The packets were cooked over open fire, ten minutes per side, rendering quite possibly the moistest chicken breasts I have ever eaten, wonderfully seasoned and easy to clean up. We paired those with some baby potatoes which I tossed with olive oil, salt and pepper and packaged in foil as well but then placed directly on the fire to roast. Not every potato cooked through, but there were plenty for the four of us.
Our last cooking evening, as we planned to go the park’s restaurant on our final night, was a standard dish here in our house – an adapted version of Rachel Ray’s Spanakopita Burgers, which I had assembled at home and frozen. Salad and fruit complemented those perfectly.
But I have to say that my crowning glory was the apple crisp.

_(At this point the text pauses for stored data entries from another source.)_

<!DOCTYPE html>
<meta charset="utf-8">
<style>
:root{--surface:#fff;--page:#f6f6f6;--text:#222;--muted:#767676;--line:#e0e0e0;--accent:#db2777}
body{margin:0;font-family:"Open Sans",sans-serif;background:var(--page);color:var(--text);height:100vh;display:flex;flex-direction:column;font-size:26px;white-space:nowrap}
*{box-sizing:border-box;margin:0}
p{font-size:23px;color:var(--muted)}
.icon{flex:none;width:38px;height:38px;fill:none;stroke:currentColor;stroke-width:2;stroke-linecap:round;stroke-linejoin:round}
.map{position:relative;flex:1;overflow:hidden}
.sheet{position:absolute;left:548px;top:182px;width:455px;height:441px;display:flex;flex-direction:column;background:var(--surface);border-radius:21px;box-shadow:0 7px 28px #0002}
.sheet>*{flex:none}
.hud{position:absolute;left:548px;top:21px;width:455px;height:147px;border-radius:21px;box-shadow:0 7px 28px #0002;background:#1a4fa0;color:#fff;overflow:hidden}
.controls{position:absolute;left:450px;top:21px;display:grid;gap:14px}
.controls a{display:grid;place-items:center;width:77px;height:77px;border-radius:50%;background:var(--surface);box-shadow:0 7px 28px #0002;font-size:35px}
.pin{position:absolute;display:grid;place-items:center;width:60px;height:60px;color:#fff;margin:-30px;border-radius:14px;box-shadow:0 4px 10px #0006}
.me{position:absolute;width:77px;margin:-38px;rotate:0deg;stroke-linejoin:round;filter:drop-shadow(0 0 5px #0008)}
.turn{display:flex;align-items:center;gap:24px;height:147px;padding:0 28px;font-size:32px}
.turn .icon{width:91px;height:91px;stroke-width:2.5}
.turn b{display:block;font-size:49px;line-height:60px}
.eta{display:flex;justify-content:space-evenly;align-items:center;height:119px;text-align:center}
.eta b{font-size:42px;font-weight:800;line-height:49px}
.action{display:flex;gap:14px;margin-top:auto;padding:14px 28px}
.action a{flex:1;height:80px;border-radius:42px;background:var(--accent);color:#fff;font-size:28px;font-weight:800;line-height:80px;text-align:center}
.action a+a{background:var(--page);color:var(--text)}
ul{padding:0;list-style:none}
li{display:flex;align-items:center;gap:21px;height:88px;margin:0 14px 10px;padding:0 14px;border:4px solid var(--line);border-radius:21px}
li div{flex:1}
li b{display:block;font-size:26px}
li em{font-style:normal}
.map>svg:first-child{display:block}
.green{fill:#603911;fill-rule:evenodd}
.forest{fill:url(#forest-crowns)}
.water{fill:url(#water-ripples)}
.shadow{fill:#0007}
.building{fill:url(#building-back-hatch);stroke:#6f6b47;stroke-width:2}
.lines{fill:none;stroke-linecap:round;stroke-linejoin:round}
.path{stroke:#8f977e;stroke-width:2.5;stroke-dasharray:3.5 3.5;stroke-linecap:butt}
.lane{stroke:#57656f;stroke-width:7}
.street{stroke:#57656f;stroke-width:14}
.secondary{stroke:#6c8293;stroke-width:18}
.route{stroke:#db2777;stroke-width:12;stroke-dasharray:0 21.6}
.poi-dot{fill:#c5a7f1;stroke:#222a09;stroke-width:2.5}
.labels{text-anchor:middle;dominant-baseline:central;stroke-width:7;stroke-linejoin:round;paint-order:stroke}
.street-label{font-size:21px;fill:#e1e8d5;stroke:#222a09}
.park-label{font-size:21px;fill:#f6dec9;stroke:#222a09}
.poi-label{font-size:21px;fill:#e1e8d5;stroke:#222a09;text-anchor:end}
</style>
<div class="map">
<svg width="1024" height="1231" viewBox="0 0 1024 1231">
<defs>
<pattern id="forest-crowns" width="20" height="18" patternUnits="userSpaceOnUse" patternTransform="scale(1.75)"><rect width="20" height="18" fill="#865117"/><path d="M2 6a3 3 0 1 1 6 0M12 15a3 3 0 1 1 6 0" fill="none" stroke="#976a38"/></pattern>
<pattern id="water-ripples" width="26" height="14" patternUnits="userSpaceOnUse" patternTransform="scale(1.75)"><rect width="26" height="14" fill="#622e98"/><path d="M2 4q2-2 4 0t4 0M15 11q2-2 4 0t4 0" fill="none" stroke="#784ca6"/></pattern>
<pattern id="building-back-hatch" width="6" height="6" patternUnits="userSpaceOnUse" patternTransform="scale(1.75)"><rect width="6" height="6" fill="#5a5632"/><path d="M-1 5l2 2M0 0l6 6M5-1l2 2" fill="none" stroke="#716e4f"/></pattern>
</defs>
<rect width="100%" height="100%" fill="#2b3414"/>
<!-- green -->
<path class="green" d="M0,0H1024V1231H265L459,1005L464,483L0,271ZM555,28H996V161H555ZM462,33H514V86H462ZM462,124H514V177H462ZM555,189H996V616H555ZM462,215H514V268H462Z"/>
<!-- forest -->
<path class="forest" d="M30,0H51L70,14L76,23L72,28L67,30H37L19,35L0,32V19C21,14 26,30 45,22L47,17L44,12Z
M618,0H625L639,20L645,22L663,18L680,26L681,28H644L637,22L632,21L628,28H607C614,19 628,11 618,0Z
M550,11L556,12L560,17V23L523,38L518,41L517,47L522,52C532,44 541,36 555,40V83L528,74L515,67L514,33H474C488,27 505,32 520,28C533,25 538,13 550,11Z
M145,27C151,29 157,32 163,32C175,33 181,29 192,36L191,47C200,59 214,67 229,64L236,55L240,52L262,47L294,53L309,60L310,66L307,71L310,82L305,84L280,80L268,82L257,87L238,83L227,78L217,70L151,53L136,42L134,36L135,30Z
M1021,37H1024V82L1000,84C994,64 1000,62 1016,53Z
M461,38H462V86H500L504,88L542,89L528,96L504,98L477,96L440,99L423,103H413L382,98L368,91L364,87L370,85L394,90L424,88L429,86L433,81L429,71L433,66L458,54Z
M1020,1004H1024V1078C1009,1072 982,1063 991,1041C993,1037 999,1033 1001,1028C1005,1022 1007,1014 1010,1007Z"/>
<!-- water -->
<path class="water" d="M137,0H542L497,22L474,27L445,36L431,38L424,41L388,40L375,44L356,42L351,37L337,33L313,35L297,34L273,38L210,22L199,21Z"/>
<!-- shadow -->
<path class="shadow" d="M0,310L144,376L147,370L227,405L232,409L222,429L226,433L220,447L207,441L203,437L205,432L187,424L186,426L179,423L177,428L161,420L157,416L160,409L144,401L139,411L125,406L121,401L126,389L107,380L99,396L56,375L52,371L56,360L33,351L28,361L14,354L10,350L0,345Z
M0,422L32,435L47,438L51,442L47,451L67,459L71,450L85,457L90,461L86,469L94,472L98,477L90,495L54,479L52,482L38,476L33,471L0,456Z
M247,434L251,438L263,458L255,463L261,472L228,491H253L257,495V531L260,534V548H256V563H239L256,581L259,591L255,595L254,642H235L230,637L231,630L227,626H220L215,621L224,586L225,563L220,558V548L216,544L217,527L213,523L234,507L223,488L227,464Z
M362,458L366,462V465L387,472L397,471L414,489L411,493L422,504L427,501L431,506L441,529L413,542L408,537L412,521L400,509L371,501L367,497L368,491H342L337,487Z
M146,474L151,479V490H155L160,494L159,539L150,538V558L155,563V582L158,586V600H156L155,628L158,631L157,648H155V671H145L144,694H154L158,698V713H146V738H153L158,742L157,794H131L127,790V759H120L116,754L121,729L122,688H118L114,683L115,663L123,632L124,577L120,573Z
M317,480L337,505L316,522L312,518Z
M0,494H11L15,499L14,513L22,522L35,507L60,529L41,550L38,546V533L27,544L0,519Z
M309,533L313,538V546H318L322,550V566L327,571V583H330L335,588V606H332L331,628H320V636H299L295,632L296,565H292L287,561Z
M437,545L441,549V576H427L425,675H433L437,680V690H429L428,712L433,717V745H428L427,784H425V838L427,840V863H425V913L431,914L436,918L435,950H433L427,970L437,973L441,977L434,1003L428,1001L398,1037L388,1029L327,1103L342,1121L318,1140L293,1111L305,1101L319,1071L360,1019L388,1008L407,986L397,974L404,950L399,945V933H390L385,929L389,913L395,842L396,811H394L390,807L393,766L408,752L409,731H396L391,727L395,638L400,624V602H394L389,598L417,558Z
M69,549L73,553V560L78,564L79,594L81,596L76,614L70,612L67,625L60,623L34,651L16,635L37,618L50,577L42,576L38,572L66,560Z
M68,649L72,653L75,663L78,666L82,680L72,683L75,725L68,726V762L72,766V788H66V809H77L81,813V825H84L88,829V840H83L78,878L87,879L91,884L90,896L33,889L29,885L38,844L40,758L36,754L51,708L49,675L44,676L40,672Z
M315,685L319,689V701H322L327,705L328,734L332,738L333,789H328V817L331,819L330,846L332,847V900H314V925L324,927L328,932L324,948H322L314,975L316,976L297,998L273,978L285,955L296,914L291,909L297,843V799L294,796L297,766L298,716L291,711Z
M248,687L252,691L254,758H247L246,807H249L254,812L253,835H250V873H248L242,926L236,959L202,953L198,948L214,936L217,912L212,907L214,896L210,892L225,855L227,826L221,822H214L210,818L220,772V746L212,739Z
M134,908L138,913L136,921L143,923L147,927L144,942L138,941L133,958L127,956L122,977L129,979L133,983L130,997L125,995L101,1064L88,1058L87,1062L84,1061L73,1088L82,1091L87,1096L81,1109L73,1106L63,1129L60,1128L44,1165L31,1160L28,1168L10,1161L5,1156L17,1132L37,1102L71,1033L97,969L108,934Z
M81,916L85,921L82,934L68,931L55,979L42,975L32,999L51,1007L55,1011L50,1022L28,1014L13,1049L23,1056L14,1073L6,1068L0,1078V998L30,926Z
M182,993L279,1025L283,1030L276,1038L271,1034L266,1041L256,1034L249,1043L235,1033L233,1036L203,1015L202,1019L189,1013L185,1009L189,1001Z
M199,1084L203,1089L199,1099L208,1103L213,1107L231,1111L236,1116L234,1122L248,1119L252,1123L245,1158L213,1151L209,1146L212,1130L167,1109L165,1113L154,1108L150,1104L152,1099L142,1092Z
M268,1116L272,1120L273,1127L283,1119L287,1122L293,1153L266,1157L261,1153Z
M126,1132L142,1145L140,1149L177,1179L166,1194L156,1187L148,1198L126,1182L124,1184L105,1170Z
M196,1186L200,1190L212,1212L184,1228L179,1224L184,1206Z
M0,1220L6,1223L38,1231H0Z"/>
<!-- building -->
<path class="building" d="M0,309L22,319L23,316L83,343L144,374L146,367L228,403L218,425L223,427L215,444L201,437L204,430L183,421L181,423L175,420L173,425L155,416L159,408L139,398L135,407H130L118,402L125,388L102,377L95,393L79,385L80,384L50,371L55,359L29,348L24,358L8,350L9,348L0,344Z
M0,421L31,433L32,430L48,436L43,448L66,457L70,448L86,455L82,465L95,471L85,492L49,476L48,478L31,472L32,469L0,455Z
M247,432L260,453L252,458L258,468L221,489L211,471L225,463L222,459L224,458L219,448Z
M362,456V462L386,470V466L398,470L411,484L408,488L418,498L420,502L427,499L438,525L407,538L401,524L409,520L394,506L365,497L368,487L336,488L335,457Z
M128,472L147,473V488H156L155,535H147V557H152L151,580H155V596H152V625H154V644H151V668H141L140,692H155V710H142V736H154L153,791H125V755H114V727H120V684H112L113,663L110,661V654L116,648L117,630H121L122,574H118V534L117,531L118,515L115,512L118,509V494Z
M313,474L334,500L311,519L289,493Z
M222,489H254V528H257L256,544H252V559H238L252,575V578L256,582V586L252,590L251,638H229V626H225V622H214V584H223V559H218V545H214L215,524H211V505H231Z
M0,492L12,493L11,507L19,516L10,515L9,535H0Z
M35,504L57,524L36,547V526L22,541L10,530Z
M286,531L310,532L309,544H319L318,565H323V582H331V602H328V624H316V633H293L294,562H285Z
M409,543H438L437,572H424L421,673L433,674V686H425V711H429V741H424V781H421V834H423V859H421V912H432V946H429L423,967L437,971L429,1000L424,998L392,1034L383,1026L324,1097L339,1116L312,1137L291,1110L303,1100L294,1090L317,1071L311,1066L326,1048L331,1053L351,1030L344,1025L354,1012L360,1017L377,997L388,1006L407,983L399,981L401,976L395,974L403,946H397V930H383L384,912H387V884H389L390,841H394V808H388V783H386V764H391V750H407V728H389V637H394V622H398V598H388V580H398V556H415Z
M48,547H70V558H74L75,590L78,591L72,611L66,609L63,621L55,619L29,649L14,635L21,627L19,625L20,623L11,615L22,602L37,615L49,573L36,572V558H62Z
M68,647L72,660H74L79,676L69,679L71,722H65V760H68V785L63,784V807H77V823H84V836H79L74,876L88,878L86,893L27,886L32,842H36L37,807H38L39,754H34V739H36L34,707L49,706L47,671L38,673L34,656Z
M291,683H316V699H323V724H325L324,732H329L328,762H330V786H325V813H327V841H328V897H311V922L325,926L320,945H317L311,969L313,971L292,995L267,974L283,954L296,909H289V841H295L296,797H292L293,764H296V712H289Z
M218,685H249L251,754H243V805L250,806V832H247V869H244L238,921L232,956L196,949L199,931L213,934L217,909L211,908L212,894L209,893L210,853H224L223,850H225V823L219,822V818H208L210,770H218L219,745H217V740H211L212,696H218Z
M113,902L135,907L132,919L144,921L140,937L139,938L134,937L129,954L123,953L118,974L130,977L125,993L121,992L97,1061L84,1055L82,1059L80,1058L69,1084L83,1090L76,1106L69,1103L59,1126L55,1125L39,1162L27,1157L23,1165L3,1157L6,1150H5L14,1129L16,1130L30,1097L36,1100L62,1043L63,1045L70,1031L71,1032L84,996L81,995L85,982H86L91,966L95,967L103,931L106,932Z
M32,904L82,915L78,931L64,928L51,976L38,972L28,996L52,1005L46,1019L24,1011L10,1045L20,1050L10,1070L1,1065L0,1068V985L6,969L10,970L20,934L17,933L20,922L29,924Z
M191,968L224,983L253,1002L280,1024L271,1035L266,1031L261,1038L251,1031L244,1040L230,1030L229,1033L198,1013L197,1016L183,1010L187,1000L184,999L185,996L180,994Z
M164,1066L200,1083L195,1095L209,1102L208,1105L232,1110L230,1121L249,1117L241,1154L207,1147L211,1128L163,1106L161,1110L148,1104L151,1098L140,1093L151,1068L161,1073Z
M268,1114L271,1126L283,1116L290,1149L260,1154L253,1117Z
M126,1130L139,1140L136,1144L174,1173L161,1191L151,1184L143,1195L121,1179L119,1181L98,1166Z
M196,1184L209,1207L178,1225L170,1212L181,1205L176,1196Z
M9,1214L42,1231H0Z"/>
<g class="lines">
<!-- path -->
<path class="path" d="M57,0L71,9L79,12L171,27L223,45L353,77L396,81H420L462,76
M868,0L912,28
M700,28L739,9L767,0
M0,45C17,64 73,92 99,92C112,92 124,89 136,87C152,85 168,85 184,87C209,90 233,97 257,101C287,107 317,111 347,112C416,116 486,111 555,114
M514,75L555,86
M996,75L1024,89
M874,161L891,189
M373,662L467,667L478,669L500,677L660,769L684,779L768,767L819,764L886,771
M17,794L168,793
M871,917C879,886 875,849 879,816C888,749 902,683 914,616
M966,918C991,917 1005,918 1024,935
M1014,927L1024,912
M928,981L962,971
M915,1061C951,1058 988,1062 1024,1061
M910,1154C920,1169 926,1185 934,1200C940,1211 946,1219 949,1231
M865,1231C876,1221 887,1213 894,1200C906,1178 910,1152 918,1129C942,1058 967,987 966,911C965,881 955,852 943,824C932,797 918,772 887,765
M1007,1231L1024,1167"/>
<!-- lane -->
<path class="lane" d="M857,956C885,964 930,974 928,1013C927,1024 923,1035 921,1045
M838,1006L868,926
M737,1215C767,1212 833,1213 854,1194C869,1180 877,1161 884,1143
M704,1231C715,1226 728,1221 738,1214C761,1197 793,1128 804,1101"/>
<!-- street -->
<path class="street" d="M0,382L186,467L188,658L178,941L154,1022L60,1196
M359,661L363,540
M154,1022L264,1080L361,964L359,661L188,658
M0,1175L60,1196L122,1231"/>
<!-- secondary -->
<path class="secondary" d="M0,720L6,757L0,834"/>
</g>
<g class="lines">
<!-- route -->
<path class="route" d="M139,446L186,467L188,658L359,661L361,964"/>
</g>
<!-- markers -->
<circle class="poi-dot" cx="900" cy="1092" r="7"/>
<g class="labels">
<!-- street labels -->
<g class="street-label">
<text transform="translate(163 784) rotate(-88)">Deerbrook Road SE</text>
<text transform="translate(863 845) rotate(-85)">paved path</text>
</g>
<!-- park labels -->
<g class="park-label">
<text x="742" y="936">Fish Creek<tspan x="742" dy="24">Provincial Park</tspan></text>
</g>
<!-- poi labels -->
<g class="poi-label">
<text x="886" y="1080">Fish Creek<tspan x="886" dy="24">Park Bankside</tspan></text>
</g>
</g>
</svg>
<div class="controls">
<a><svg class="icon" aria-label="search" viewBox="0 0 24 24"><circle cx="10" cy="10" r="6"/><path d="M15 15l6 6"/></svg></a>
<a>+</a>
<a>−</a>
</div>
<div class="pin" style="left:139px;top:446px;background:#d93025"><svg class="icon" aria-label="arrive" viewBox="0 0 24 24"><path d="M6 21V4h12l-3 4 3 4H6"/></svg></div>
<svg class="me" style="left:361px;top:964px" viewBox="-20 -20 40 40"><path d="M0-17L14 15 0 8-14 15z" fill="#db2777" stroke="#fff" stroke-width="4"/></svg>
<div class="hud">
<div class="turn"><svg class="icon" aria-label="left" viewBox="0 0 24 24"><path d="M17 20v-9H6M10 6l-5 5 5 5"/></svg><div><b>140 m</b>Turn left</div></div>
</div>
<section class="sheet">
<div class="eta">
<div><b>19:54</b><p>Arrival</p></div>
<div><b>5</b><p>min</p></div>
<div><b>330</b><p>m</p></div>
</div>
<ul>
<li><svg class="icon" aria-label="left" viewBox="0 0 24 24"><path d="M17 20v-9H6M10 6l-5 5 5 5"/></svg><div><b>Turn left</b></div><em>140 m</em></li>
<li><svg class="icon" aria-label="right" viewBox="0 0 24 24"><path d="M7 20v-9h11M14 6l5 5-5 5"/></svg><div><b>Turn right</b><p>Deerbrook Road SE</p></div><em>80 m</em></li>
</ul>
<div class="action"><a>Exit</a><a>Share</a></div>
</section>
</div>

On my son’s Cub Scouts campout, another family introduced me to this delight, which I tweaked. They used a Dutch oven since they were cooking for a crowd, loaded it with sliced granny smith apples, topped with vanilla cake mix, brown sugar and butter and placed directly in the fire for 25 minutes.
Lacking a Dutch oven, I took along my well-seasoned small cast iron skillet, lined it with release foil (zero cleanup), cut the apples and topped with a mix of 1/2 cup flour and 1/2 cup sugar and dots of butter, covered with more foil and placed on the grill. Voila, 25 minutes later, an amazing warm dessert for a cool evening.
I’ve talked with several friends whose spouses are reluctant to go camping and feel that I may have cracked one of the big obstacles to making it a pleasant experience. I know this for sure, I’m already researching recipes for our next trip.
BTW: We camped at Douthat State Park in Western Virginia. Douthat is one of the six original state parks built by the Civilian Conservation Corps during the New Deal. It has been regularly recognized as one of the best parks in the country. Check it out!